Story from Somaliland: Training the Trainers

Mission to Heal is the amalgamation of hardworking and passionate people: our fearless board of directors, spirited volunteers, and, in the case of this blog post, the hospitals we work with.

When M2H was In Somaliland earlier this year, we worked intimately with Hargeisa Group Hospital. Here’s what Dr. Geelhoed wrote in his journals about the hospital:

“We were introduced to the head of the Hargeisa Group Hospital. There were a few physicians around all looking curiously at me. In a mahogany-paneled boardroom, we were seated as Edna said some outrageously wonderful things about me as a benefactor of all the world and not just Somaliland, but that I was one of the first persons to recognize the invisible nation and to come to visit and to help her get started.”

“It was an exaggerated heart-warming introduction and the staff then asked for whatever I would like to do—I told them it was to help and serve them and NOT to come to take over the care they are obligated to do, but to facilitate and enhance their care in any way I could.”

To that end, Dr. Geelhoed was able to “Train the Trainers” through a seminar he held at the hospital. Medical students and “housemen” of Surgery, Medicine, and Pediatrics pooled together their requests for a topic to be discussed. When preparing for the seminar, Dr. Geelhoed wrote:

“I told them that there were two items of interest to me, and they were unasserted questions and unquestioned answers.”

“If they asked me a question, I would provide an answer, but because I was the one providing it did not mean it was true, but a good starting point for them to disagree and make progress toward a better understanding, particularly useful in that it was a chance for them to teach me. I told them half of what I was telling them now would someday be proven to be untrue, but I did not know which half, nor how long it would take to be proven wrong.”

“I also said that they might have looked with envyat the pictures of the trauma bay at the hospital where our volunteer Dan worked and that there were bigger and still fancier hospitals with still more and newer equipment that did not mean that the patients at this hospital coming to the lesser facilities were not going to get good care. My job was to teach the principles that could be separated from the plumbing, such that simpler, more economical, and more effective results might be achieved with whatever they had at hand, doing the best they could with what they were already experienced using.”

“My goal was to orient them to the “Furthest Peoples First” and that might be peripheral Somaliland or even those patients in far less well-off parts of Africa like their rival neighbors in Somalia!”

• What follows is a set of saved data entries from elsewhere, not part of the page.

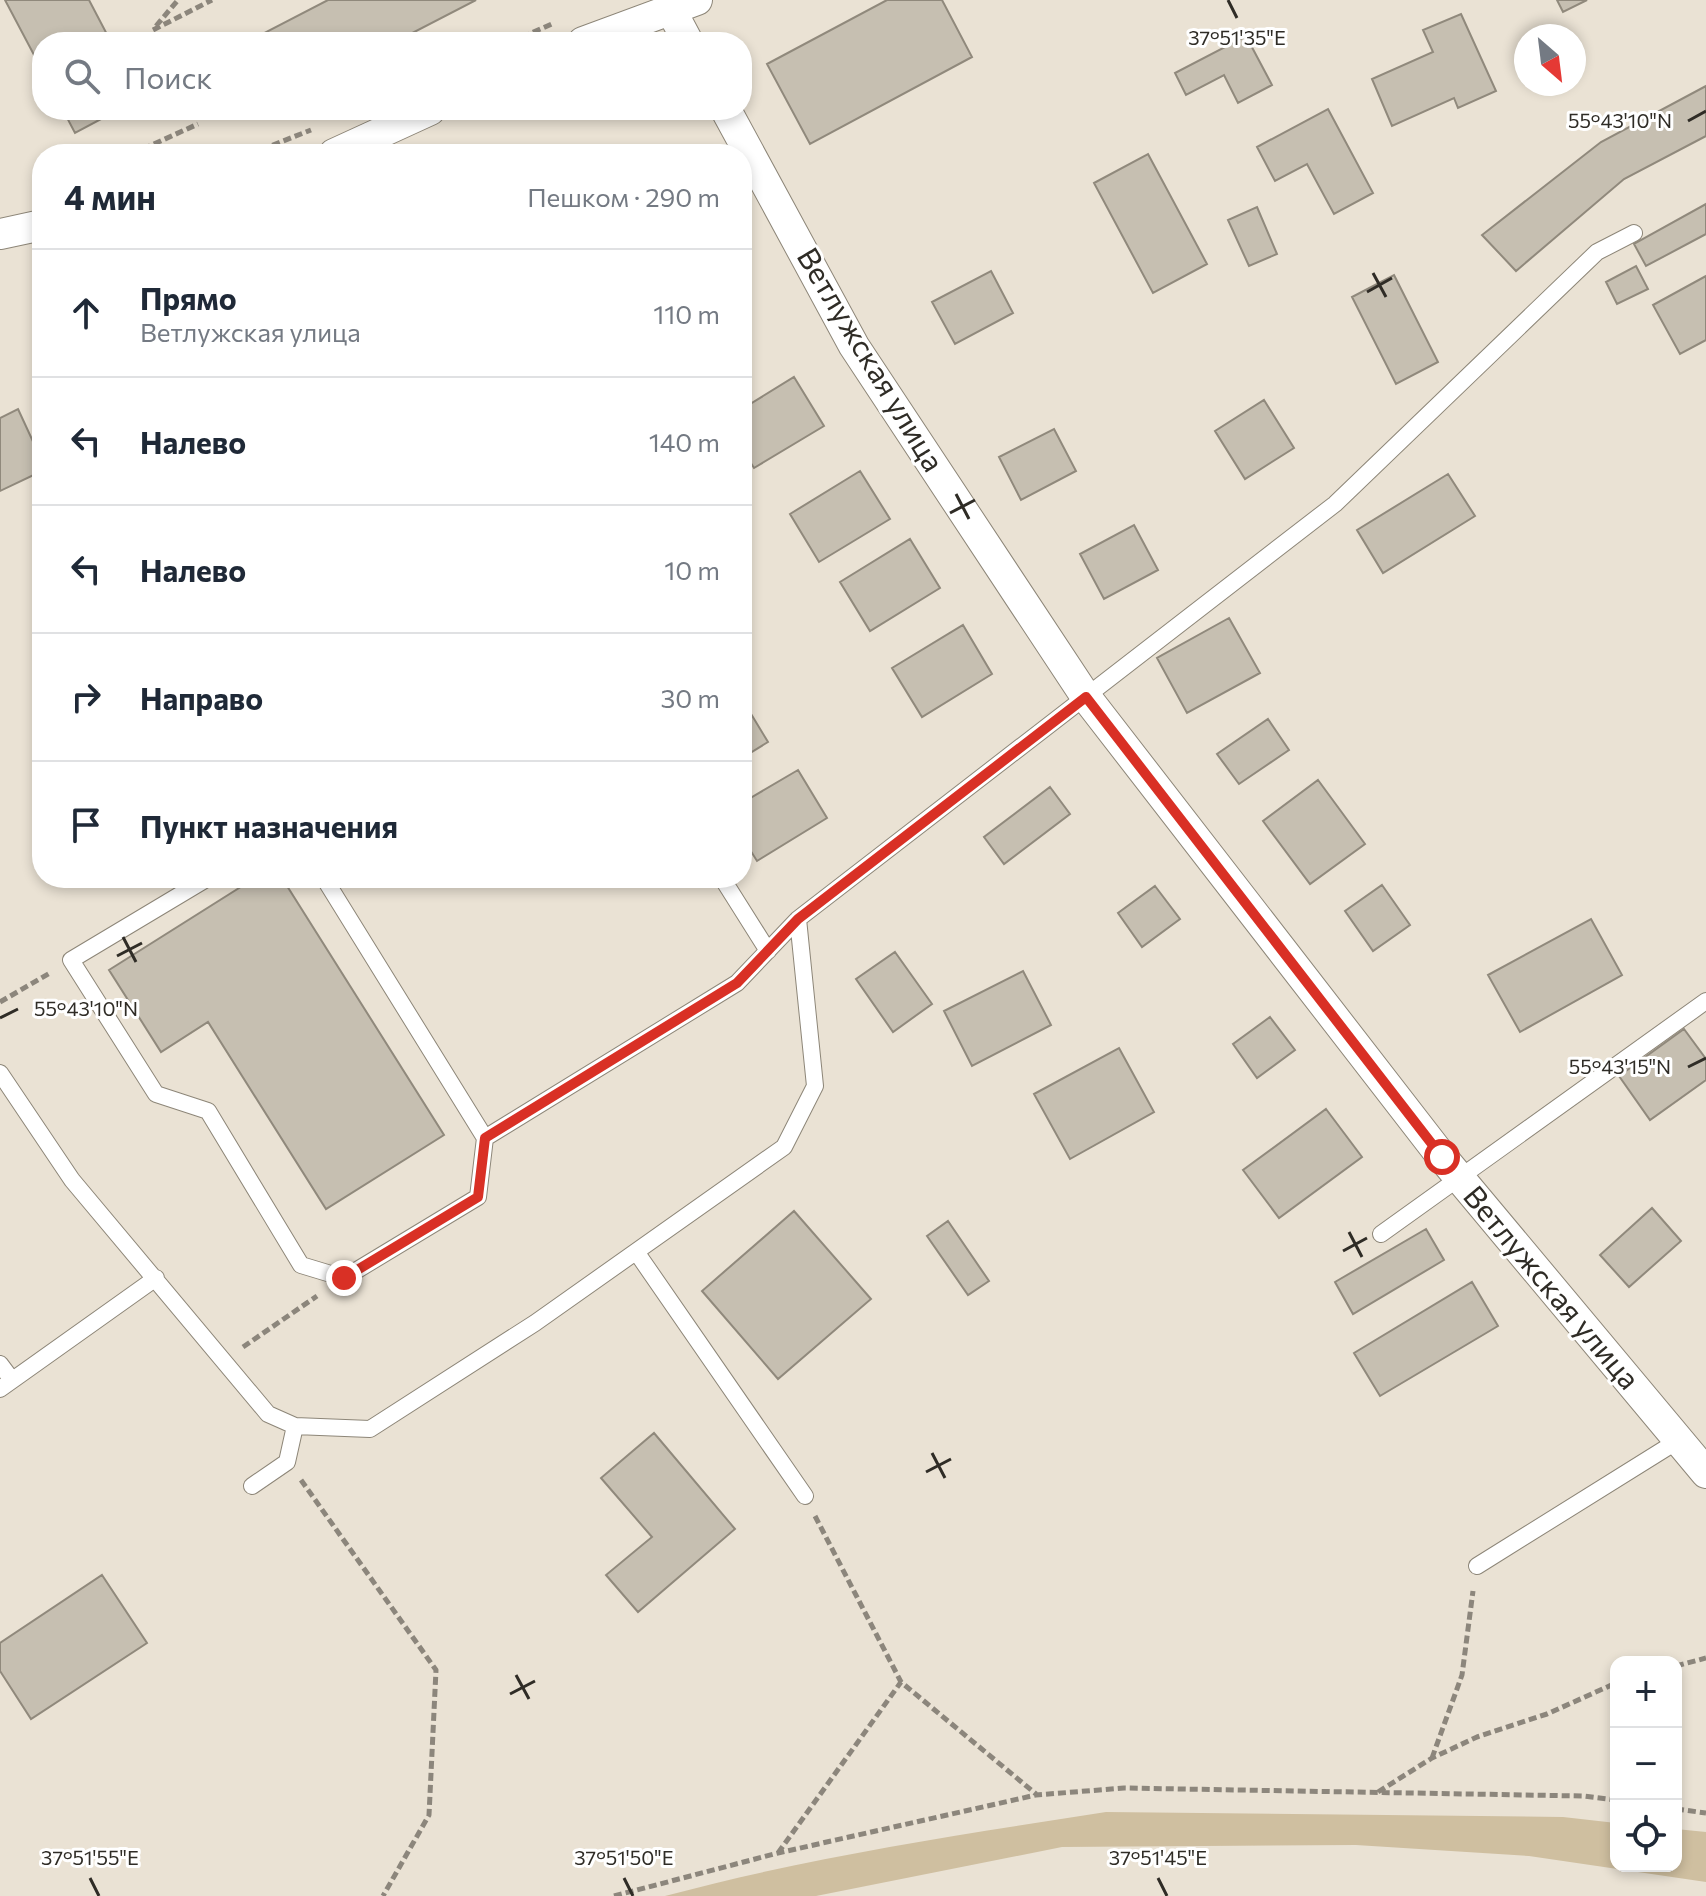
<!DOCTYPE html>
<html lang="ru">
<head>
<meta charset="utf-8">
<style>
	:root { --surface:#fff; --page:#f6f6f7; --text:#1f2937; --muted:#747a83; --line:#e0e1e3 }
	body { margin:0; font-family:Commissioner,sans-serif; background:var(--page); color:var(--text) }
	.controls { position:absolute; right:24px; bottom:24px; display:grid; overflow:hidden; border-radius:16px; box-shadow:0 4px 12px #0003 }
	.controls button { width:72px; height:72px; display:grid; place-items:center; padding:0; border:0; border-bottom:2px solid var(--line); background:var(--surface); color:var(--text); font:40px sans-serif }
	.compass { position:absolute; left:1514px; top:24px; width:72px; height:72px; border-radius:50%; background:var(--surface); box-shadow:0 4px 12px #0003; rotate:152deg }
	.stop { position:absolute; width:24px; height:24px; margin:-18px; border:6px solid #d93025; border-radius:50%; background:#fff }
	.stop.end { background:#d93025; border-color:#fff; box-shadow:0 2px 8px #0008 }
	.list { margin:0; padding:0; list-style:none }
	h2 { display:flex; justify-content:space-between; align-items:center; height:104px; margin:0; padding:0 32px; font-size:34px }
	h2 small { font-size:26px; font-weight:400; color:var(--muted) }
	.list li { display:grid; grid-template-columns:52px 1fr auto; gap:24px; align-items:center; box-sizing:border-box; height:128px; padding:0 32px; border-top:2px solid var(--line) }
	.list b { display:block; font-size:30px; white-space:nowrap }
	.list p { margin:0; font-size:26px; white-space:nowrap; color:var(--muted) }
	.list em { font-size:26px; font-style:normal; color:var(--muted) }
	.icon { flex:none; width:44px; height:44px; fill:none; stroke:currentColor; stroke-width:2; stroke-linecap:round; stroke-linejoin:round }
	.map { position:relative; flex:none; width:1706px; height:1896px; overflow:hidden }
	.search { position:absolute; background:var(--surface); box-shadow:0 4px 12px #0003; left:32px; top:32px; width:720px; height:88px; display:flex; align-items:center; gap:20px; box-sizing:border-box; padding:0 28px; border-radius:32px; color:var(--muted); font-size:30px }
	.panel { position:absolute; background:var(--surface); box-shadow:0 4px 12px #0003; left:32px; top:144px; width:720px; height:744px; border-radius:32px }
	.map>svg:first-child { display:block }
	.green { fill:#cfbfa0 }
	.building { fill:#c6bfb1; stroke:#90897c; stroke-width:2 }
	.lines { fill:none; stroke-linecap:round; stroke-linejoin:round }
	.service-casing { stroke:#8d8678; stroke-width:18 }
	.minor-casing { stroke:#8d8678; stroke-width:32 }
	.path { stroke:#8c867c; stroke-width:5; stroke-dasharray:8 4; stroke-linecap:butt }
	.service { stroke:#fff; stroke-width:16 }
	.minor { stroke:#fff; stroke-width:30 }
	.route { stroke:#d93025; stroke-width:10 }
	.ticks { fill:none; stroke:#2f2c26; stroke-width:3 }
	.labels { text-anchor:middle; stroke-width:6; stroke-linejoin:round; paint-order:stroke }
	.street-label { font-size:30px; fill:#2f2c26; stroke:#fff }
	.ticks-label { font-size:20px; text-anchor:middle; fill:#2f2c26; stroke:#fff; stroke-width:6; stroke-linejoin:round; paint-order:stroke }
</style>
</head>
<body>
<div class="map">
<svg width="1706" height="1896" viewBox="0 0 1706 1896">
	<rect width="100%" height="100%" fill="#eae2d4"/>
	<!-- green -->
	<path class="green" d="M1106,1812L1563,1817L1616,1823V1866H1676V1829L1706,1832V1882L1529,1856L1356,1845L1062,1847L816,1896H665C810,1857 958,1835 1106,1812Z"/>
	<!-- building -->
	<path class="building" d="M5,0H89L111,42H42V70Z
		M328,0H476L395,42H247Z
		M887,0H942L972,57L810,144L767,64Z
		M1557,0H1587L1563,12Z
		M1461,14L1496,91L1458,108L1454,98L1392,126L1372,79L1433,52L1423,30Z
		M1246,36L1272,85L1238,103L1224,75L1186,95L1175,73Z
		M1706,86V136L1624,179L1516,271L1482,235L1601,142Z
		M1328,109L1373,193L1334,214L1307,164L1275,181L1257,147Z
		M63,110H118L75,133Z
		M1148,154L1207,264L1153,293L1094,183Z
		M1706,204V234L1646,266L1634,244Z
		M1257,207L1277,254L1249,266L1228,220Z
		M1636,266L1648,289L1617,304L1606,282Z
		M991,271L1013,313L955,344L932,302Z
		M1394,275L1438,362L1396,384L1352,297Z
		M1706,276V340L1680,354L1653,305Z
		M794,377L824,426L754,468L742,449V409Z
		M1264,400L1294,448L1245,479L1215,431Z
		M18,409L42,461V471L0,491V418Z
		M1054,429L1076,471L1021,500L999,457Z
		M860,471L890,519L819,562L790,514Z
		M1448,474L1475,516L1383,573L1357,530Z
		M1134,525L1158,570L1104,599L1080,554Z
		M910,539L940,588L870,631L840,582Z
		M1229,618L1260,673L1187,713L1157,658Z
		M963,625L992,674L922,717L892,668Z
		M742,699L768,742L742,758Z
		M1268,719L1289,750L1239,784L1217,754Z
		M798,770L827,818L757,861L742,837V803Z
		M1318,780L1365,844L1310,884L1263,821Z
		M1050,787L1070,814L1004,864L984,837Z
		M255,878H282L444,1135L326,1209L208,1022L161,1052L109,970Z
		M1382,885L1410,925L1373,951L1345,911Z
		M1155,886L1180,919L1142,947L1118,913Z
		M1591,919L1622,975L1520,1032L1488,975Z
		M895,952L932,1004L893,1032L856,979Z
		M1023,971L1051,1025L972,1066L944,1011Z
		M1270,1017L1295,1050L1257,1078L1233,1044Z
		M1684,1029L1706,1059V1080L1650,1120L1619,1076Z
		M1119,1048L1154,1112L1070,1159L1034,1094Z
		M1326,1109L1362,1157L1279,1218L1243,1170Z
		M1652,1208L1681,1241L1629,1287L1600,1255Z
		M794,1211L871,1299L778,1379L702,1291Z
		M948,1221L989,1281L968,1295L927,1236Z
		M1426,1229L1444,1260L1353,1314L1335,1282Z
		M1472,1282L1498,1326L1380,1396L1354,1353Z
		M654,1433L735,1529L638,1612L606,1575L652,1537L601,1478Z
		M102,1575L147,1643L31,1719L0,1671V1643Z"/>
	<g class="lines">
		<defs>
			<path id="service" d="M208,878L71,960L156,1094L208,1111L301,1265L344,1278L478,1197L485,1138L324,878
				M722,878L768,951
				M0,1073L72,1180L268,1414L295,1426L370,1429L535,1323L784,1147L815,1086L798,919L1335,504L1597,252L1634,233
				M485,1138L737,983L798,919
				M1381,1234L1706,1001
				M637,1253L805,1496
				M0,1364L12,1380
				M0,1389L156,1278
				M252,1486L287,1462L295,1426
				M1477,1566L1679,1440"/>
			<path id="minor" d="M671,10L688,42
				M583,42L697,0
				M726,110L854,346L1086,697L1442,1157L1706,1473
				M334,154L430,110
				M0,234L42,225"/>
		</defs>
		<!-- service casing -->
		<use href="#service" class="service-casing"/>
		<!-- minor casing -->
		<use href="#minor" class="minor-casing"/>
		<!-- path -->
		<path class="path" d="M156,26L178,0
			M153,30L212,0
			M511,42L554,23
			M132,154L198,124
			M250,154L311,130
			M0,1002L50,973
			M243,1347L317,1296
			M301,1480L436,1670L429,1815L383,1896
			M815,1516L901,1682L1036,1794
			M1676,1666L1706,1658
			M1432,1758L1462,1675L1473,1591
			M1378,1792L1432,1758L1477,1737L1547,1714L1616,1683
			M1676,1809L1706,1813
			M778,1853L901,1682
			M614,1896L778,1853L1036,1795L1124,1788L1583,1796L1616,1800"/>
		<!-- service -->
		<use href="#service" class="service"/>
		<!-- minor -->
		<use href="#minor" class="minor"/>
	</g>
	<g class="lines">
		<!-- route -->
		<path class="route" d="M344,1278L478,1197L485,1138L737,983L798,919L1086,697L1442,1157"/>
	</g>
	<!-- ticks -->
	<path class="ticks" d="M1228,0L1237,18M1688,121L1706,111M1373,273L1386,297M1367,292L1392,278M956,494L969,519M950,513L975,500M123,937L136,962M117,956L142,943M0,1018L18,1009M1688,1067L1706,1058M1349,1232L1362,1257M1343,1251L1367,1238M932,1453L945,1478M926,1472L951,1459M516,1675L529,1699M510,1694L535,1681M90,1878L99,1896M624,1878L633,1896M1158,1878L1167,1896"/>
	<g class="labels">
		<!-- street labels -->
		<g class="street-label">
			<text transform="translate(870 360) rotate(59)" y="10">Ветлужская улица</text>
			<text transform="translate(1551 1288) rotate(50)" y="10">Ветлужская улица</text>
		</g>
	</g>
	<g class="ticks-label">
		<text x="1237" y="45">37°51'35"E</text>
		<text x="1620" y="128">55°43'10"N</text>
		<text x="86" y="1016">55°43'10"N</text>
		<text x="1620" y="1074">55°43'15"N</text>
		<text x="90" y="1865">37°51'55"E</text>
		<text x="624" y="1865">37°51'50"E</text>
		<text x="1158" y="1865">37°51'45"E</text>
	</g>
</svg>
<div class="controls">
<button>+</button>
<button>−</button>
<button><svg class="icon" aria-label="locate" viewBox="0 0 24 24"><circle cx="12" cy="12" r="6"/><path d="M12 2v4M12 18v4M2 12h4M18 12h4"/></svg></button>
</div>
<svg class="compass" viewBox="-18 -18 36 36"><path d="M0-13l5 13h-10z" fill="#e53935"/><path d="M0 13l5-13h-10z" fill="#747a83"/></svg>
<div class="stop" style="left:1442px;top:1157px"></div>
<div class="stop end" style="left:344px;top:1278px"></div>
<div class="search"><svg class="icon" aria-label="search" viewBox="0 0 24 24"><circle cx="10" cy="10" r="6"/><path d="M15 15l6 6"/></svg>Поиск</div>
<section class="panel">
<h2>4 мин<small>Пешком · 290 m</small></h2>
<ul class="list">
<li><svg class="icon" aria-label="ahead" viewBox="0 0 24 24"><path d="M12 20V5M6 11l6-6 6 6"/></svg><div><b>Прямо</b><p>Ветлужская улица</p></div><em>110 m</em></li>
<li><svg class="icon" aria-label="left" viewBox="0 0 24 24"><path d="M17 20v-9H6M10 6l-5 5 5 5"/></svg><div><b>Налево</b></div><em>140 m</em></li>
<li><svg class="icon" aria-label="left" viewBox="0 0 24 24"><path d="M17 20v-9H6M10 6l-5 5 5 5"/></svg><div><b>Налево</b></div><em>10 m</em></li>
<li><svg class="icon" aria-label="right" viewBox="0 0 24 24"><path d="M7 20v-9h11M14 6l5 5-5 5"/></svg><div><b>Направо</b></div><em>30 m</em></li>
<li><svg class="icon" aria-label="arrive" viewBox="0 0 24 24"><path d="M6 21V4h12l-3 4 3 4H6"/></svg><div><b>Пункт назначения</b></div></li>
</ul>
</section>
</div>
</body>
</html>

Through his seminar, Dr. Geelhoed was able to speak on three topics:

  • The acute abdomen
  • Vasculopathy and peripheral infections such as the diabetic foot
  • The three nervous systems and the application of anesthesia, analgesia, and neuroleptic dissociation in managing pain and understanding the pathogenesis of intraabdominal inflammations.

 

In addition, Dr. Geelhoed provided the audience with useful mnemonic devices and topics for crucial immediate recall in treatment. In the end, Dr. Geelhoed noted:

“The appreciative audience seemed to have learned a lot among them as they kept talking about it and asking further questions and as an indicator, no one left during the talks despite whatever duties that may have held in abeyance and all loitered afterward to ask and interact further. The ‘Seminar Idea’ was a success they want to have repeated.”A few months have already passed since our mission in Somaliland, but we are sure the hardworking physicians at the Hargeisa Group Hospital continue to demonstrate what they have learned as they treat lives every day.